Simply Put
Aging is characterized by a loss of DNA compaction in cell nuclei. This leads to dysregulated gene expression and cellular identity. We identified a low abundance modification on histones, which are the proteins around which DNA is wrapped, that seems particularly abundant in human models of exceptional longevity. This modification, i.e. histone succinylation, is a product of cell metabolism of uncertain biological function. We are studying the molecular impact of this modification in “protecting” DNA from anomalous readout by the cell. Our hypothesis is that histone succinylation mitigates the phenomenon of anomalous gene expression occurring during aging. This work will define a new mechanism linking metabolism to gene expression stability and may reveal strategies to maintain genomic integrity and promote healthy aging.
Description
Aging is characterized by progressive loss of chromatin organization, leading to transcriptional dysregulation, genomic instability, and erosion of cellular identity. While epigenetic changes are recognized as central drivers of this process, most work has focused on abundant histone modifications such as methylation and acetylation. In contrast, metabolically derived modifications remain poorly understood, particularly in how they mechanistically influence chromatin structure. Our preliminary data identify histone succinylation as a low-abundance but functionally significant modification enriched in models of exceptional longevity (Stransky et al. Aging Cell, 2026) and capable of modulating key chromatin-regulating enzymes.
In this project, we will investigate histone succinylation as a site-specific regulator of chromatin stability during aging. We hypothesize that succinylation accumulates at defined chromatin domains, where it locally inhibits lysine demethylases (KDM4D and KDM6B), preserves repressive histone methylation marks, and limits aberrant transcription. To test this, we will integrate chromatin profiling, transcriptomic analysis, and biochemical reconstitution in human cell models that recapitulate aging-associated chromatin states.
First, we will define the genomic distribution of histone succinylation relative to repressive chromatin domains. Using long-term, non-replicative 3D human hepatocyte and glial cultures, we will perform quantitative ChIP-seq for succinylation alongside H3K9me3 and H3K27me3. These experiments will determine whether succinylation marks specific regions of preserved heterochromatin or functions at domain boundaries to maintain chromatin insulation. Domain-level analyses will characterize the spatial organization of succinylation and its relationship to chromatin compaction.

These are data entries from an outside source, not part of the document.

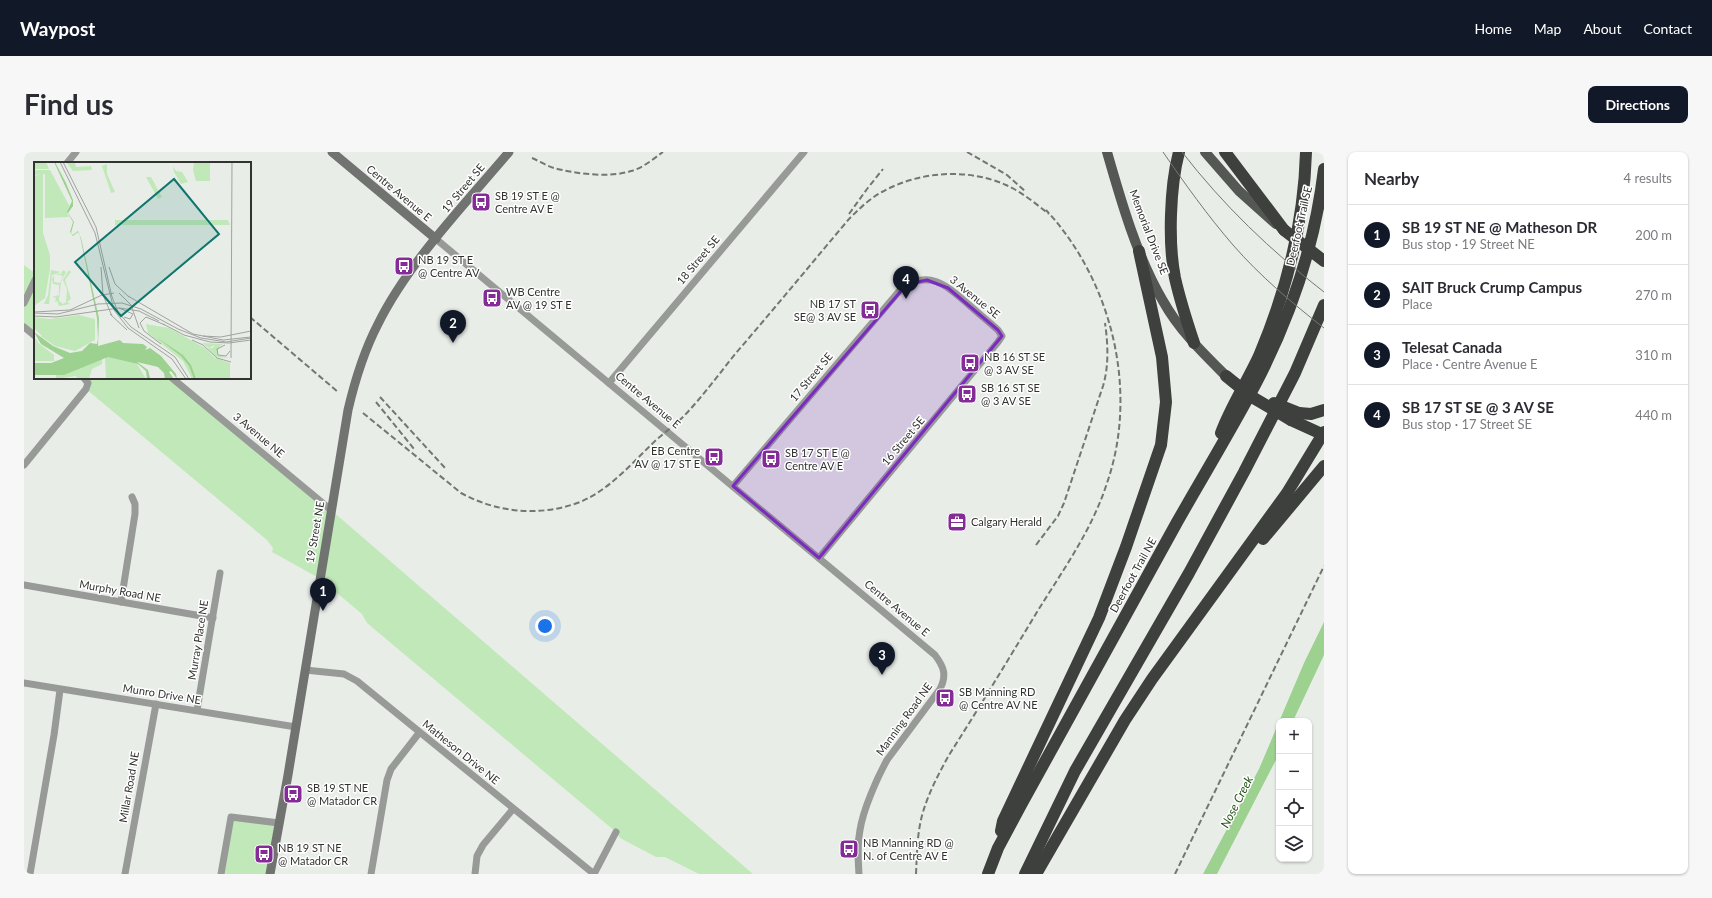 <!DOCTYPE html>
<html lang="en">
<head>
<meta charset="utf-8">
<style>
  body { margin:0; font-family:Lato,sans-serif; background:#f7f7f7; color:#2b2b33 }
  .controls { position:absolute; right:12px; bottom:12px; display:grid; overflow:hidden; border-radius:8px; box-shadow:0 1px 3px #0004 }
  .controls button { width:36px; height:36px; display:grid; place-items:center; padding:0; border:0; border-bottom:1px solid #e1e1e2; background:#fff; color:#2b2b33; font:20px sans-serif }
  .you { position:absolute; left:521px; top:474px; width:14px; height:14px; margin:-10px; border:3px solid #fff; border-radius:50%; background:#1a73e8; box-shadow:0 0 0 6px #1a73e833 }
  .badge { display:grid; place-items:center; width:26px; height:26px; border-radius:50%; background:#111827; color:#fff; font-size:13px; font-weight:700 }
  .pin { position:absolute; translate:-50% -33px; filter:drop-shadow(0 1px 2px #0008) }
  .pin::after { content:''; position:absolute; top:21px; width:14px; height:12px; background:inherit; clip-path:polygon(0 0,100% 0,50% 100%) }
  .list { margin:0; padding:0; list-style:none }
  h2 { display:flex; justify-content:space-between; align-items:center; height:52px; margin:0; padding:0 16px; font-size:17px }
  h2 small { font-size:13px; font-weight:400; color:#7c7c81 }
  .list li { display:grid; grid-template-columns:26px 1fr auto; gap:12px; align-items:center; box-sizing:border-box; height:60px; padding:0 16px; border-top:1px solid #e1e1e2 }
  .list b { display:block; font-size:15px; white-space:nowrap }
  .list p { margin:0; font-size:13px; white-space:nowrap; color:#7c7c81 }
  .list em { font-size:13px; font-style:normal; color:#7c7c81 }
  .icon { flex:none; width:22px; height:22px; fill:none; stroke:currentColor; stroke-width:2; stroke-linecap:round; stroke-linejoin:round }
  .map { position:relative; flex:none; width:1300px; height:722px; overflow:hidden; border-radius:8px }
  header { display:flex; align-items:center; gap:24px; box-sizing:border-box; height:56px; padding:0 20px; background:#111827; color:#fff }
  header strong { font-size:19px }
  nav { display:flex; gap:22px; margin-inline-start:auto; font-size:14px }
  .intro { display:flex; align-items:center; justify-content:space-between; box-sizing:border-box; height:96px; padding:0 24px }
  h1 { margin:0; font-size:28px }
  .button { padding:10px 18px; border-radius:8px; background:#111827; color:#fff; font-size:14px; font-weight:700 }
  main { display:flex; gap:24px; padding:0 24px }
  aside { flex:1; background:#fff; border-radius:8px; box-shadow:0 1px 3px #0004 }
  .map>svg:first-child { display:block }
  .green { fill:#c1e8b8 }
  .water { fill:#9cd190 }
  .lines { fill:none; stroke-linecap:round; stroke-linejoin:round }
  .street { stroke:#989a98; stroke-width:7 }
  .secondary { stroke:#707370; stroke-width:9 }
  .primary { stroke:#545753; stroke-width:10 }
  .highway { stroke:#3d403c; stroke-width:12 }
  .tram { stroke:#747673; stroke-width:1 }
  .rail { stroke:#747673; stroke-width:2; stroke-dasharray:6 3; stroke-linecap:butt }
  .highway-bridge { stroke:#3d403c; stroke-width:12 }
  .marked { fill:#7b2cbf; fill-opacity:0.2; stroke:#7b2cbf; stroke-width:3; stroke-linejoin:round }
  .labels { text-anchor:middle; stroke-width:3; stroke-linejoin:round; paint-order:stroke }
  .street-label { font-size:11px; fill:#323331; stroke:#fff }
  .poi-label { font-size:11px; fill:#323331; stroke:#fff; text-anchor:start }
  .water-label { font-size:12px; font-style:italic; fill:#1f5111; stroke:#fff }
  .inset-road { fill:none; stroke:#a0a39f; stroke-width:1 }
  .view { fill:#0f766e; fill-opacity:0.15; stroke:#0f766e; stroke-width:2 }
  .inset-edge { fill:none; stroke:#323331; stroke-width:2 }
</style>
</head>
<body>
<header>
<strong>Waypost</strong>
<nav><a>Home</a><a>Map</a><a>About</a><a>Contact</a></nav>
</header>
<div class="intro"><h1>Find us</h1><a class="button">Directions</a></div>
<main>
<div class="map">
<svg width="1300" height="722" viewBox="0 0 1300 722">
  <rect width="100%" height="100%" fill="#e9ede8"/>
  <g class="green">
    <polygon points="0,113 11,121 11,184 0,175"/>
    <polygon points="60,226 148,226 307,358 729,722 675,722 641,705 632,705 596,686 592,680 343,471 338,462 295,426 248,400 249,396 243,388 62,237"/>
    <polygon points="207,665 255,671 246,722 197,722"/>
  </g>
  <polygon class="water" points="1300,470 1300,503 1269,569 1255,569 1255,602 1193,722 1179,722 1235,617 1280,511"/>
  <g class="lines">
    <g class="street">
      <polyline points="43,11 52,0"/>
      <path d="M412 87 911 503C920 515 923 523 916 537L863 608C853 626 839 658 836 678 833 693 834 707 835 722"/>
      <polyline points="0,151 11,128"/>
      <polyline points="0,175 11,184"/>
      <polyline points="148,226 307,358"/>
      <polyline points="585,231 780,0"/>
      <polyline points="0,313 62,237 64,231 60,226"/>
      <path d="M709 334 877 137C905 117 922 133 944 152 954 161 964 169 974 178L978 184 974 190 795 406"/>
      <polyline points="0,433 189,466"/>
      <polyline points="97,450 111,362 111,352 108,345"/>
      <polyline points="281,518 320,522 333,529 570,722 592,680"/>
      <polyline points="0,531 272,575"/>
      <polyline points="173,558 196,421"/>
      <polyline points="6,722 30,583 36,538"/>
      <polyline points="101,722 132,552"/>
      <polyline points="197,722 207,665 255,671"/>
      <polyline points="347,722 363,628 367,617 395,581"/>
      <polyline points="451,722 453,704 459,693 489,657"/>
    </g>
    <g class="secondary">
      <polyline points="308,0 412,87"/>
      <path d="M246 722 264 623 324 258C331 228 340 199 354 172 384 111 441 52 485 0"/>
    </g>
    <g class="primary">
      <path d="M1083 0C1097 49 1113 105 1139 149 1155 178 1179 201 1202 224"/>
      <polyline points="1181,0 1215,39 1252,72"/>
    </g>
    <g class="highway">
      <path d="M1155 0C1146 34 1144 91 1151 126 1156 148 1163 170 1170 191"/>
      <polyline points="1201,0 1260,78"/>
      <polyline points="1275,261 1287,262 1300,258"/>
      <polyline points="1267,268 1300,283"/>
      <path d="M1197 281C1207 254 1223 230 1235 204 1263 138 1280 72 1282 0"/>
      <polyline points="1239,387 1300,314"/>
      <polyline points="977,679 979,669 1075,466 1102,395 1137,293 1142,250 1138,205 1115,99"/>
      <path d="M964 722 974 696 997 653C1049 559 1100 465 1152 372 1178 326 1206 280 1231 233 1266 166 1291 93 1300 17"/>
      <polyline points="1001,722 1051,619 1165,421 1220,320 1271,221 1300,153"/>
      <polyline points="1012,722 1101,568 1128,527 1263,341 1300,280"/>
    </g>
    <g class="tram">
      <path d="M1139 0C1161 32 1184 64 1209 93 1236 124 1268 151 1300 176"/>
      <path d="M1158 0C1199 53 1247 99 1300 140"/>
    </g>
    <g class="rail">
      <polyline points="943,0 983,23 1001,39"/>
      <path d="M508 6C515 9 523 14 530 16 552 22 586 26 607 19 619 16 629 7 639 0"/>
      <polyline points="825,62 843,37 859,17"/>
      <polyline points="226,165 314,240"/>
      <polyline points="356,245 422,317"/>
      <polyline points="352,250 390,297"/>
      <path d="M339 261 437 341C474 361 516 365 556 350 585 338 606 313 628 292 638 282 650 274 660 264 679 244 695 222 712 201 750 157 787 112 825 67 835 57 845 47 858 40 895 19 944 16 982 33 998 40 1012 52 1025 62"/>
      <path d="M1012 393 1034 364 1040 351 1079 234C1085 214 1084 192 1081 171"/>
      <path d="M892 722C893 701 893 680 899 660 905 640 915 621 925 603 955 556 984 508 1013 460 1039 418 1068 378 1083 331 1115 239 1088 129 1022 58"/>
      <polyline points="1151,722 1300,414"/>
    </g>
    <g class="highway-bridge">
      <polyline points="1260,78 1300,109"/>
      <polyline points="1202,224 1228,245 1267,268"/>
      <polyline points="1250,251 1275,261"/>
    </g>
  </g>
  <path class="marked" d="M903 128 924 136 974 178 978 184 795 406 709 334 883 132Z"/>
  <defs>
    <symbol id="bus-square" viewBox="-11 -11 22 22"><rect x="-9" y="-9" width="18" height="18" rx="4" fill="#842b98" stroke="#fff"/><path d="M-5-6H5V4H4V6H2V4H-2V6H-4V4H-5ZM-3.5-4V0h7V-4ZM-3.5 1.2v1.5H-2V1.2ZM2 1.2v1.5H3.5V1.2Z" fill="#fff"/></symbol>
    <symbol id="office-square" viewBox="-11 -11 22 22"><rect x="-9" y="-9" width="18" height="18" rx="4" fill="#842b98" stroke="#fff"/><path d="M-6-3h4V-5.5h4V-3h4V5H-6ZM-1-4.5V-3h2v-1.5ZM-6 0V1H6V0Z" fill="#fff"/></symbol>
  </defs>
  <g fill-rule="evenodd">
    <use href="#bus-square" x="446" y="39" width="22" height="22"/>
    <use href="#bus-square" x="369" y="103" width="22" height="22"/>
    <use href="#bus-square" x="457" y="135" width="22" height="22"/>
    <use href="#bus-square" x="835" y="147" width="22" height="22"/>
    <use href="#bus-square" x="935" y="200" width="22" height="22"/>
    <use href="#bus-square" x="932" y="231" width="22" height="22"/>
    <use href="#bus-square" x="679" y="294" width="22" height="22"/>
    <use href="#bus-square" x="736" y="296" width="22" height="22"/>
    <use href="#office-square" x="922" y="359" width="22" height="22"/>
    <use href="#bus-square" x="910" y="535" width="22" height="22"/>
    <use href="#bus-square" x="258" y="631" width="22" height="22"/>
    <use href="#bus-square" x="814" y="686" width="22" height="22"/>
    <use href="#bus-square" x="229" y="691" width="22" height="22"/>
  </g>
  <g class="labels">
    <g class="street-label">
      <text transform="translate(439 36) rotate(-50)" y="4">19 Street SE</text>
      <text transform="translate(375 41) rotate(40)" y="4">Centre Avenue E</text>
      <text transform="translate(1275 74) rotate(-77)" y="4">Deerfoot Trail SE</text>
      <text transform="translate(1125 80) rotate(69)" y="4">Memorial Drive SE</text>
      <text transform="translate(674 108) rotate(-50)" y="4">18 Street SE</text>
      <text transform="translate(951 145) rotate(39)" y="4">3 Avenue SE</text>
      <text transform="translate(787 225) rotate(-50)" y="4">17 Street SE</text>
      <text transform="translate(624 248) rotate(40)" y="4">Centre Avenue E</text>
      <text transform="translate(235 283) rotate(40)" y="4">3 Avenue NE</text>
      <text transform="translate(879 289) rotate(-50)" y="4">16 Street SE</text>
      <text transform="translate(291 380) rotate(-80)" y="4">19 Street NE</text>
      <text transform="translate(1109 423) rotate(-61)" y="4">Deerfoot Trail NE</text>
      <text transform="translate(96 439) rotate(10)" y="4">Murphy Road NE</text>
      <text transform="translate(873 456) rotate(40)" y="4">Centre Avenue E</text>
      <text transform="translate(174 488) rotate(-81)" y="4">Murray Place NE</text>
      <text transform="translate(138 542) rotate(9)" y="4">Munro Drive NE</text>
      <text transform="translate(880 567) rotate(-54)" y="4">Manning Road NE</text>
      <text transform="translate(437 600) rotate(39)" y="4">Matheson Drive NE</text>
      <text transform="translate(105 635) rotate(-80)" y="4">Millar Road NE</text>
    </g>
    <g class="poi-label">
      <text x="471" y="48">SB 19 ST E @<tspan x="471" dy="13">Centre AV E</tspan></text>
      <text x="394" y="112">NB 19 ST E<tspan x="394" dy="13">@ Centre AV</tspan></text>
      <text x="482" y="144">WB Centre<tspan x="482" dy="13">AV @ 19 ST E</tspan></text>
      <text x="832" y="156" text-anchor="end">NB 17 ST<tspan x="832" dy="13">SE@ 3 AV SE</tspan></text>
      <text x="960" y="209">NB 16 ST SE<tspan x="960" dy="13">@ 3 AV SE</tspan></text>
      <text x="957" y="240">SB 16 ST SE<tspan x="957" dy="13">@ 3 AV SE</tspan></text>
      <text x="676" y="303" text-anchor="end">EB Centre<tspan x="676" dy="13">AV @ 17 ST E</tspan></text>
      <text x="761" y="305">SB 17 ST E @<tspan x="761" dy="13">Centre AV E</tspan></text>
      <text x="947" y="374">Calgary Herald</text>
      <text x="935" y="544">SB Manning RD<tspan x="935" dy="13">@ Centre AV NE</tspan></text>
      <text x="283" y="640">SB 19 ST NE<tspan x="283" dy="13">@ Matador CR</tspan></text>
      <text x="839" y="695">NB Manning RD @<tspan x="839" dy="13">N. of Centre AV E</tspan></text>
      <text x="254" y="700">NB 19 ST NE<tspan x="254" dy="13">@ Matador CR</tspan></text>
    </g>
    <g class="water-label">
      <text transform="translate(1213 650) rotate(-63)" y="4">Nose Creek</text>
    </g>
  </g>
  <g transform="translate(10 10)">
    <rect width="217" height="217" fill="#e9ede8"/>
    <path d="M0 0H12L15 7H0ZM32 0H41L42 5 57 4 58 8 39 9ZM160 0H176V19H162L159 8ZM73 2V12L81 30 77 31 68 4ZM139 4 142 9 148 10 154 20 147 22 140 10ZM0 8H16L36 45 33 51 35 55 11 56V12L0 13ZM9 12V71L16 93V107L11 136 0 144V14ZM112 15H117L128 35 124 37ZM81 58H194L196 63H81ZM17 108 27 110 18 113 15 142H10L14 133ZM29 108 32 110 27 120 25 139 29 142 32 140 33 127 29 118 35 108 37 110 31 118 37 137 33 140 36 142 25 144 23 139 21 140 22 136 18 135 25 133V123L19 122 18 117 20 113V120L26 121 29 114 21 112H27ZM45 153 61 157V178L41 189 21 184 8 175 3 180 20 193V199H0V175L3 179 8 174 0 166V155L17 157ZM112 162 135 166 171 186 181 196 196 201V217H158L149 199 114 171ZM168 181 189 182 185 185 183 193 196 196 182 195 174 186H179L181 183 175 186ZM71 195H89L103 202 112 217H72ZM68 196V202L58 207 55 217H44L42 214 22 217V213L32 212Z" fill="#c1e8b8"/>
    <path d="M20 0H21L32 21 39 38V44L34 51 40 60 37 71 39 73 44 69 47 76 65 156 64 184 86 178 89 181 109 182 113 185 111 188 116 186 127 194 142 212 143 217 137 209 135 210 140 217H131L130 211 124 205 103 200 114 208 116 216 113 217 112 209 104 202 74 195 30 213H0V201H17L30 196 7 182 0 170 19 184 36 191 48 189 56 181 63 182 64 177 63 156 46 74 44 70 39 74 36 70 39 60 33 50 38 39ZM122 175 149 193 157 203 162 217H160L155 204 147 194Z" fill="#9cd190"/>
    <path class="inset-road" d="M26 0 61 71 80 148 94 166 138 197 152 217M29 0 62 65 78 135 84 150 97 165 141 195 155 217M67 105 69 133 78 154M75 105 81 122 95 135M85 131 97 143 105 166M94 134 159 172 189 178 217 175M85 146 105 149 125 159M0 150 36 148 68 133 80 131M0 151 24 152 64 142 88 141 107 147 144 167 167 176 192 180 217 176M76 152 93 168M0 154 22 155 85 146 99 152 96 157 90 155M129 162 150 173 176 180 195 181 217 178M169 174 187 175 217 169M158 178 169 183 183 196 197 200M127 182 110 169 106 161 112 155 131 163M191 183 183 187 184 193 192 194 196 189M197 196 198 0"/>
    <path class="view" d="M140 17 185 72 87 154 41 100Z"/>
    <rect width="217" height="217" class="inset-edge"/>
  </g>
</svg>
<div class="controls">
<button>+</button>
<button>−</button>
<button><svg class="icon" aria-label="locate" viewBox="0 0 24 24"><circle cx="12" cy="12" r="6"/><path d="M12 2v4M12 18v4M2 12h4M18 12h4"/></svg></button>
<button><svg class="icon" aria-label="layers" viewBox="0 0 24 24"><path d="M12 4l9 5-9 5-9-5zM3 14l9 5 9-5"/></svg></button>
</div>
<div class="you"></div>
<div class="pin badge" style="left:299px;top:459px">1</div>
<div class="pin badge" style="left:429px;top:191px">2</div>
<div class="pin badge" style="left:858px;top:523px">3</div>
<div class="pin badge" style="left:882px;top:147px">4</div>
</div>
<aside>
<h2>Nearby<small>4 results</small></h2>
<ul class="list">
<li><span class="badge">1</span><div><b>SB 19 ST NE @ Matheson DR</b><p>Bus stop · 19 Street NE</p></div><em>200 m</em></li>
<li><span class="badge">2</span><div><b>SAIT Bruck Crump Campus</b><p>Place</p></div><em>270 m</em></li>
<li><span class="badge">3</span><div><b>Telesat Canada</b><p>Place · Centre Avenue E</p></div><em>310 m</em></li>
<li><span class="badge">4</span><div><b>SB 17 ST SE @ 3 AV SE</b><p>Bus stop · 17 Street SE</p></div><em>440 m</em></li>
</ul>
</aside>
</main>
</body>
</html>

Second, we will determine how histone succinylation influences transcriptional output and chromatin structure. By integrating RNA sequencing with chromatin maps, we will assess whether succinylation-enriched domains exhibit reduced transcription, decreased non-coding and antisense RNA production, and lower transcriptional variability. Rather than inducing global repression, we expect succinylation to improve transcriptional fidelity by stabilizing chromatin architecture at specific loci. These analyses will establish a functional link between a metabolically derived histone modification and transcriptional control during aging.
Third, we will establish the direct biochemical mechanism by which histone succinylation inhibits KDM activity. Using recombinant enzymes and site-specifically modified histone substrates, we will perform kinetic and binding assays to determine how succinylation affects enzyme–substrate interactions and catalytic efficiency. These experiments will distinguish substrate-level inhibition from effects of free metabolites and provide definitive evidence for a causal mechanism connecting metabolism, chromatin modification, and gene regulation.
By establishing histone succinylation as a protective regulator of chromatin structure, this project will uncover a previously unrecognized mechanism connecting metabolism to epigenetic stability. These findings may inform strategies to maintain genomic integrity and delay age-associated functional decline.